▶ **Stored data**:
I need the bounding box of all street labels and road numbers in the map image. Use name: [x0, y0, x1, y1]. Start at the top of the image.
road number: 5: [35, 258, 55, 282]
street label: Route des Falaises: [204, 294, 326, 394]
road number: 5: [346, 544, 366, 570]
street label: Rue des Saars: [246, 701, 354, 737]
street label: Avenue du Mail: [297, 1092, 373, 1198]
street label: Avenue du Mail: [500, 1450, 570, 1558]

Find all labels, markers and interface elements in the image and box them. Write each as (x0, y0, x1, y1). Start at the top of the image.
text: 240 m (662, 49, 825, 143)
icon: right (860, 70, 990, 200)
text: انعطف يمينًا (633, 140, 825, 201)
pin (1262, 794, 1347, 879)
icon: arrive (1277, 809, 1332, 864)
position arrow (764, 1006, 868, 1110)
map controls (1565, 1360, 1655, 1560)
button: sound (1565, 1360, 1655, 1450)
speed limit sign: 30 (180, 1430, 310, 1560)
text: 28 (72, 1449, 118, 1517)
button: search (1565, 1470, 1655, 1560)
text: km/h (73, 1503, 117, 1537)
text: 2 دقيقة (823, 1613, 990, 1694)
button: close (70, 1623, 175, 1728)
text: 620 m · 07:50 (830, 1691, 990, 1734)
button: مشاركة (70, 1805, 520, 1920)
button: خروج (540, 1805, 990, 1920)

▶ **TASK TO COMPLETE**:
Type out the records again exactly, line for line.

▶ **EXERCISE RESULT**:
I need the bounding box of all street labels and road numbers in the map image. Use name: [x0, y0, x1, y1]. Start at the top of the image.
road number: 5: [35, 258, 55, 282]
street label: Route des Falaises: [204, 294, 326, 394]
road number: 5: [346, 544, 366, 570]
street label: Rue des Saars: [246, 701, 354, 737]
street label: Avenue du Mail: [297, 1092, 373, 1198]
street label: Avenue du Mail: [500, 1450, 570, 1558]

Find all labels, markers and interface elements in the image and box them. Write each as (x0, y0, x1, y1). Start at the top of the image.
text: 240 m (662, 49, 825, 143)
icon: right (860, 70, 990, 200)
text: انعطف يمينًا (633, 140, 825, 201)
pin (1262, 794, 1347, 879)
icon: arrive (1277, 809, 1332, 864)
position arrow (764, 1006, 868, 1110)
map controls (1565, 1360, 1655, 1560)
button: sound (1565, 1360, 1655, 1450)
speed limit sign: 30 (180, 1430, 310, 1560)
text: 28 (72, 1449, 118, 1517)
button: search (1565, 1470, 1655, 1560)
text: km/h (73, 1503, 117, 1537)
text: 2 دقيقة (823, 1613, 990, 1694)
button: close (70, 1623, 175, 1728)
text: 620 m · 07:50 (830, 1691, 990, 1734)
button: مشاركة (70, 1805, 520, 1920)
button: خروج (540, 1805, 990, 1920)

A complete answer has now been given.